Chamava-se Augusto César de Carvalho, mas era conhecido pelo Augusto Bombinhas. (…) (pp. 116/117)
***
(...) − Ora, graças!... A velha, foi amiga!... Doze mal reis!...Ena pai!... 24 c’roas!... É melhor do que nada e eu estava sem vintém! (…)
E metendo o dinheiro no bolso do colete, abandonou o saquito num canto, desceu a escada, saiu pela rua Formosa, meteu-se à calçada do Combro, entrou na Adega do Estucador ao lado do quartel dos Paulistas, e, ao mesmo tempo que tirava do prato, que estava em cima do balcão, um ovo cozido pintado de encarnado à força de anilina,molhando-o no sal grosso, depois de rebolar a casca sobre o balcão para a partir, pediu:
− Dê cá três celitros, ó patrão!... – e deu uma dentada no ovo.
Mas, nisto, uma voz, por detrás dele, dizia-lhe ao ouvido:
− Não pagas nada, ó Cambalhotas ?...
Era o Pé
de Chumbo – gatuno como ele.
− Estás teso ?...
− Palavra de honra que estou! Não tenho chapeca, e o raio da Micas, hoje, ainda não se estreou!
− Andas com azar!... Olha, come um ovo cozido, que estão bons!...Vá anda, e bebe um copo! O cofre, está aberto! Queres duas c’roas emprestadas?...
− Estás armado ?...
− E bem armado! Tive um belo gancho!,
camarada.
− Não percebo!
− Contos largos! Toma lá as duas c’roas,
não se fala mais nisso!
− Viste o Garrafão ?...
− Hoje, não. Ontem à noite,estive com ele no João da Arruda na rua da Atalaia. Estava danado com a dor!
− Está no pinho?... [não ter
amante]
− Pois, tá!... A Pantera
correu com ele, e passou-se para o Zi-Zi!

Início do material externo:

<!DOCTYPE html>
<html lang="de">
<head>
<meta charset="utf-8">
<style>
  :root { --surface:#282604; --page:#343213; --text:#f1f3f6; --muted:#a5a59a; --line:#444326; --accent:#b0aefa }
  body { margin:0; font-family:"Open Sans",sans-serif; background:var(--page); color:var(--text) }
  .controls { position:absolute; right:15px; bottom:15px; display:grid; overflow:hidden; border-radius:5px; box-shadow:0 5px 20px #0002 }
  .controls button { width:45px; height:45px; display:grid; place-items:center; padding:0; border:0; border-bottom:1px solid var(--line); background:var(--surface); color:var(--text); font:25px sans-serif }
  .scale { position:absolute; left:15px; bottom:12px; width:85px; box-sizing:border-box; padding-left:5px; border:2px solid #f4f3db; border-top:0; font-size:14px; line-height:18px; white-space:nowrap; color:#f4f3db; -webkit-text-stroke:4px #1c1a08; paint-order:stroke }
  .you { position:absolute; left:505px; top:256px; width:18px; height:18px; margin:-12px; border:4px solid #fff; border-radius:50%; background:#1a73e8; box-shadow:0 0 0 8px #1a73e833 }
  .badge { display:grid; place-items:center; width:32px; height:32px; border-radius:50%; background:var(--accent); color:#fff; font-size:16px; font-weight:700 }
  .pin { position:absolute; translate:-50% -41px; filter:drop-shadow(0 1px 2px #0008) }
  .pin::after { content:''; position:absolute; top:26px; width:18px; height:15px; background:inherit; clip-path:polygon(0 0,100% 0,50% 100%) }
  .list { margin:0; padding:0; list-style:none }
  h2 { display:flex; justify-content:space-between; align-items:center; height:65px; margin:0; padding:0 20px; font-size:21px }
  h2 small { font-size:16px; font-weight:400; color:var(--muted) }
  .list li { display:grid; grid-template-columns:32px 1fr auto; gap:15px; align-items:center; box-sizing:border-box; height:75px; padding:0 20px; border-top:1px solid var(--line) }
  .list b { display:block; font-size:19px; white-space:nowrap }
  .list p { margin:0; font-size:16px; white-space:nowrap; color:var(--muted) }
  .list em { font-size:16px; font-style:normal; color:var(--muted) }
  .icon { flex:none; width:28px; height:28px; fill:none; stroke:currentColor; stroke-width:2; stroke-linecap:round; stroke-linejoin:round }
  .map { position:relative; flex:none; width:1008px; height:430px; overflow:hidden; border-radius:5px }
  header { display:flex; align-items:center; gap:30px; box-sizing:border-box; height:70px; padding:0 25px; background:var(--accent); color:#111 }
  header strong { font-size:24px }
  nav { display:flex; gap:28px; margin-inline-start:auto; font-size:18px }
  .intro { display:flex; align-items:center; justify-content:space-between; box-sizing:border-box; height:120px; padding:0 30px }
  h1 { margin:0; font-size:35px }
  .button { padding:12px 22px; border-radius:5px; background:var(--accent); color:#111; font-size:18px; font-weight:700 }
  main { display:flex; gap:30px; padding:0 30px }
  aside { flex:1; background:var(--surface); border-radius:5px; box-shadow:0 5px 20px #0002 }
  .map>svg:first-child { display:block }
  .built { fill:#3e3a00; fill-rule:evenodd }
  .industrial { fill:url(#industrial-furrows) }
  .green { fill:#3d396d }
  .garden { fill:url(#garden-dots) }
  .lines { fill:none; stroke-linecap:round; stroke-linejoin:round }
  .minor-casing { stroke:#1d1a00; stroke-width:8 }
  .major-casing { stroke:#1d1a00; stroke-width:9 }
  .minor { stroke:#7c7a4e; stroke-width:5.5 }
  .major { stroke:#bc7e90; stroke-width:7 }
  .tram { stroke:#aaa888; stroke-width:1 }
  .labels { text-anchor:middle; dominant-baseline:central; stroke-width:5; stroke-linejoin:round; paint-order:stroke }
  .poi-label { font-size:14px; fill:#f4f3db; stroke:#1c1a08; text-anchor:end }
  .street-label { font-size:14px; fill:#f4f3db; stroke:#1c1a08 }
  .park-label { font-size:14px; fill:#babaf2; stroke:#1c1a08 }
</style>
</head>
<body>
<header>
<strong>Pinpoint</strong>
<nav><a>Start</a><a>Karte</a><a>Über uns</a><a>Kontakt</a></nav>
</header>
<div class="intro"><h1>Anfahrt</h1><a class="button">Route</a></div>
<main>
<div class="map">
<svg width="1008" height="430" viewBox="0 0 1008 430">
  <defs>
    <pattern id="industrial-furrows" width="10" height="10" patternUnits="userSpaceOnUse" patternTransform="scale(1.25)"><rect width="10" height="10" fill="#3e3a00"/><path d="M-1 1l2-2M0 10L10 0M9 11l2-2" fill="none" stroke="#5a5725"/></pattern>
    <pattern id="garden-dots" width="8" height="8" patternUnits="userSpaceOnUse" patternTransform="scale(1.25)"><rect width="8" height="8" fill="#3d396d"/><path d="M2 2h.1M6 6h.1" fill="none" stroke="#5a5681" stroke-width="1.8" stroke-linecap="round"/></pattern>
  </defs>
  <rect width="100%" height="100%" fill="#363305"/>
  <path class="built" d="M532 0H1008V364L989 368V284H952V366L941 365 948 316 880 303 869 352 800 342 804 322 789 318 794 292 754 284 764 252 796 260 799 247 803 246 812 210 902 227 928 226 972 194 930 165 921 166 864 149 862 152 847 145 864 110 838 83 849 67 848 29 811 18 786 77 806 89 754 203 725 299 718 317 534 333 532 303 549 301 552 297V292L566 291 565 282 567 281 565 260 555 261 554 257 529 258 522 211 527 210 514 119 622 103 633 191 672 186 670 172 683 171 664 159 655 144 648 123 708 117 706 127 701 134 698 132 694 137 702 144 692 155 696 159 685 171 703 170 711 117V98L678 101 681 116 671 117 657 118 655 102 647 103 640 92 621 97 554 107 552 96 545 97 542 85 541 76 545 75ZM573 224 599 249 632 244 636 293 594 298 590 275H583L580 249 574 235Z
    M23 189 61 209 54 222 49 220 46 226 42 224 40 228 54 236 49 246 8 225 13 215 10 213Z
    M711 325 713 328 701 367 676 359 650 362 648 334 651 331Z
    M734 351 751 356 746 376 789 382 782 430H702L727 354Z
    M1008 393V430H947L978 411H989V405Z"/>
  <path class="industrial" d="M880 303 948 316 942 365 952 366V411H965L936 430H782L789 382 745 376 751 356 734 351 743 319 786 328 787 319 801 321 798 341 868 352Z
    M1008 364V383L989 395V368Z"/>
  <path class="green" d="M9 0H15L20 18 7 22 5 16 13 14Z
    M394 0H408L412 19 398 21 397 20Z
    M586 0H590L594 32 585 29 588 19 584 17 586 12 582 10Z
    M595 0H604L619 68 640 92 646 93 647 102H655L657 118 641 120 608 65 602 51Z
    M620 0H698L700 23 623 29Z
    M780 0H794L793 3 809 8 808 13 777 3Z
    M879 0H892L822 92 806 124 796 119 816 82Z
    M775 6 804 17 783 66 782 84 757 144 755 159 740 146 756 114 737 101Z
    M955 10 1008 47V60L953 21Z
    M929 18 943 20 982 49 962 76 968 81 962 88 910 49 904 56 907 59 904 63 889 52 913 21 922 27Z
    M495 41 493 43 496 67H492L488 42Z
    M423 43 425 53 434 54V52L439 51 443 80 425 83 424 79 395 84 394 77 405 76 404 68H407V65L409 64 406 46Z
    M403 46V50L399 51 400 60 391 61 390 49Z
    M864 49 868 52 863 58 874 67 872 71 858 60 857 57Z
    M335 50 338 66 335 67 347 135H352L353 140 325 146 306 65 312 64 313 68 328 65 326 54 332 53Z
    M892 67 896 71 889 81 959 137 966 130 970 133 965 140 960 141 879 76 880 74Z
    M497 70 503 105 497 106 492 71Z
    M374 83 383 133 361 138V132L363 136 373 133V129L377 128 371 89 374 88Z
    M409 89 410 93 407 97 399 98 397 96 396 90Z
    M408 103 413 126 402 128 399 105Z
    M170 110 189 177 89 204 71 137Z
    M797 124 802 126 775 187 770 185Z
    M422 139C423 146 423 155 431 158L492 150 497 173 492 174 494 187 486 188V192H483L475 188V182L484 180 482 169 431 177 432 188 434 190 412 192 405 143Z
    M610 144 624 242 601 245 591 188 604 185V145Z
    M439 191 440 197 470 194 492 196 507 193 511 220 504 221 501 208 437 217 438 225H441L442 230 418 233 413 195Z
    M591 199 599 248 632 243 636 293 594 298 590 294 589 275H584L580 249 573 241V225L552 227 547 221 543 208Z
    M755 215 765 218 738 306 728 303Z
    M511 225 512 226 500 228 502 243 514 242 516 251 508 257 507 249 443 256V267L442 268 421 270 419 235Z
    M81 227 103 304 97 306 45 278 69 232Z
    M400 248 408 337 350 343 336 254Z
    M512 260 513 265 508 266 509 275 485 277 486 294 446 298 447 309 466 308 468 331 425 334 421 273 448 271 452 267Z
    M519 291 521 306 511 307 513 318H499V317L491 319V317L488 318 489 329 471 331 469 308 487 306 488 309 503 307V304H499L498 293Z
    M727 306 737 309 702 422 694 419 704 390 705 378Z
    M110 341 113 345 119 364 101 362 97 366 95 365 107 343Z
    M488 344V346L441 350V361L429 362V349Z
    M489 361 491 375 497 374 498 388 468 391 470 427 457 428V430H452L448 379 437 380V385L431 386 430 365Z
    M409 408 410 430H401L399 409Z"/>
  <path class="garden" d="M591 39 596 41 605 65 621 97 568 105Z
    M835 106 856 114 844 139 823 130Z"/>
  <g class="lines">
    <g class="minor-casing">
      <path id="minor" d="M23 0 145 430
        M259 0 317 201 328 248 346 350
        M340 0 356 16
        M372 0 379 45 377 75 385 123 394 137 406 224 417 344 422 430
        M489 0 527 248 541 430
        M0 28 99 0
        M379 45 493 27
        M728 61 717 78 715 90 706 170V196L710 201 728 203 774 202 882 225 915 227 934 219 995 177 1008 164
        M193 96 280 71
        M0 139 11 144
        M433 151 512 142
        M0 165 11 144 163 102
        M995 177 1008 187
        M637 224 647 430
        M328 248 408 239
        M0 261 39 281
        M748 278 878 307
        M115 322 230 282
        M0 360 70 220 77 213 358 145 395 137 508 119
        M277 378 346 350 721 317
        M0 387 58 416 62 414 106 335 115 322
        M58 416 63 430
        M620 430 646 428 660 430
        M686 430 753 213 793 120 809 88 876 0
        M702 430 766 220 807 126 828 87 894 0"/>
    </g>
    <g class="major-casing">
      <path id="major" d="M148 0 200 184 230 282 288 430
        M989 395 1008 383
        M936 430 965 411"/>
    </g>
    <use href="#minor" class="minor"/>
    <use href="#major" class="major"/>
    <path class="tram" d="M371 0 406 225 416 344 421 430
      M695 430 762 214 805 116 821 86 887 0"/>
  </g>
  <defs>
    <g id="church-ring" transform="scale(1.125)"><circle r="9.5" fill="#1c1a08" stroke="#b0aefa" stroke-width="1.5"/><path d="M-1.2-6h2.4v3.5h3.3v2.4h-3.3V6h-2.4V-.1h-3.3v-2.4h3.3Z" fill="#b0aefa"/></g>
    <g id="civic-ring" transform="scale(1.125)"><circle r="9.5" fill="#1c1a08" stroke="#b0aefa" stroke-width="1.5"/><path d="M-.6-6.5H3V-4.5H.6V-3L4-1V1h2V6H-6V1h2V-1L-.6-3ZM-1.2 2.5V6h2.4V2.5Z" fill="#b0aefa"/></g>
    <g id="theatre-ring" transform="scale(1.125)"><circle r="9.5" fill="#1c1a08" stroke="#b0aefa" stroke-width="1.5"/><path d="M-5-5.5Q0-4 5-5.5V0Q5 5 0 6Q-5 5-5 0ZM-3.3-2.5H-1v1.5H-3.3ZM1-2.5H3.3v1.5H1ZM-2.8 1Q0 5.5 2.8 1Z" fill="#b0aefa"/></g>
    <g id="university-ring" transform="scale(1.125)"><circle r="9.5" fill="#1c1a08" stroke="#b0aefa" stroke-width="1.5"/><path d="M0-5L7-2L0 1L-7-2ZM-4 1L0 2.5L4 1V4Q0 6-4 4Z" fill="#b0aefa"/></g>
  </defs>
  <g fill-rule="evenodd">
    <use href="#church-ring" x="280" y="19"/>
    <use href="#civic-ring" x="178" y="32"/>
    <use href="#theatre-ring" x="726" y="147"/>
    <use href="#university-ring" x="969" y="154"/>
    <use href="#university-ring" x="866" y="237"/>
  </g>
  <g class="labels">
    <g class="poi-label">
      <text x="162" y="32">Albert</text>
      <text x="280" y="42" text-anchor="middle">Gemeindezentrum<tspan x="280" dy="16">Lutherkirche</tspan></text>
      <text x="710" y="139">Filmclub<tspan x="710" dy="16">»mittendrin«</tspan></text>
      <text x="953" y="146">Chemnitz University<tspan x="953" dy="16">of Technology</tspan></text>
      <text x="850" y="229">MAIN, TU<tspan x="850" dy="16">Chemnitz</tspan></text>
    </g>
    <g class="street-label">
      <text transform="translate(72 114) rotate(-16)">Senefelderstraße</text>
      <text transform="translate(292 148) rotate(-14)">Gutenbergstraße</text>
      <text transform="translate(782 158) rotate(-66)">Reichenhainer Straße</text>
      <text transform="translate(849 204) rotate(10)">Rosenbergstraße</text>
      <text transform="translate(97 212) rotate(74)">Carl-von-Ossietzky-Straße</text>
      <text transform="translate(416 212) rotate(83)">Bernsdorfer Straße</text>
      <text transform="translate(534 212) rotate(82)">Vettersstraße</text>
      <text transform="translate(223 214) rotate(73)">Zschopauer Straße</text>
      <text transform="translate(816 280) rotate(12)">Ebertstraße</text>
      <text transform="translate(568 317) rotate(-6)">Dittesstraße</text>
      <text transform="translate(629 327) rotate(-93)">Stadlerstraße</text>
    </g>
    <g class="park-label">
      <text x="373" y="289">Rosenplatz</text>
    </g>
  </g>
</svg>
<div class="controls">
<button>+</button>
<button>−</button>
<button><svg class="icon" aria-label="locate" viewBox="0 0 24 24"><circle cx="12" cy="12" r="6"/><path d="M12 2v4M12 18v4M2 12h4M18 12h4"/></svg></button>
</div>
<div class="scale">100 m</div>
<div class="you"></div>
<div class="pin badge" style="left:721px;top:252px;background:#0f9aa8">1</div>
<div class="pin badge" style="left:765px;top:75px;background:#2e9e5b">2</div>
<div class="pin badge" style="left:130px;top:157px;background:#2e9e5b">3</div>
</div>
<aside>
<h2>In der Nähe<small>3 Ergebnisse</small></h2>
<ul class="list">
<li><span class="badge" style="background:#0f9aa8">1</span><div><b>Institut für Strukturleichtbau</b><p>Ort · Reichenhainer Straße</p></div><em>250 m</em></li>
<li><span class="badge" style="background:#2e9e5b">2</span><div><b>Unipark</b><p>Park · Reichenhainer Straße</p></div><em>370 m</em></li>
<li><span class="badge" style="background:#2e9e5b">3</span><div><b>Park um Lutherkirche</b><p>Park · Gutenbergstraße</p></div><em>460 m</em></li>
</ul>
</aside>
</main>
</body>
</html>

− E o gajo não lhe deu um flàquibaque na
tabuleta [ bofetada na cara] ?
− Não, porque tem medo do Zi-Zi. Tu sabes que o Garrafão não é mau rapaz, mas é fracalhote. Aquele corpo, todo é balofo!
− Ora, meu amigo, tu também quando a pregas é à carunfa [à traição] ! – disse o Cambalhotas.
− É como calha! Também não és tu quem dá os bons dias [ser o mais valente, ou o mais cotado em qualquer manifestação da vida].
O Cambalhotas engoliu em seco,
e disse, fugindo à discussão:
− Também o Garrafão não perdeu
nada! A gaja era um estojo horrível!
−Tá bem, ela é atanado, é feia que nem um pente de pau do ar, mas governa-se bem a vender os trapos às outras! Olha que o Garrafão talvez não arranje outra assim!
− Não sei… Ele andava a fazer-se [a atirar-se, a fazer o cerco] todo com a Beatriz Gorda, e também com a Augusta do Campos! Mas esta não deixa o João da Isabel [Também cantava o fado e era irmão do Zé-Bode e do Júlio Martelo].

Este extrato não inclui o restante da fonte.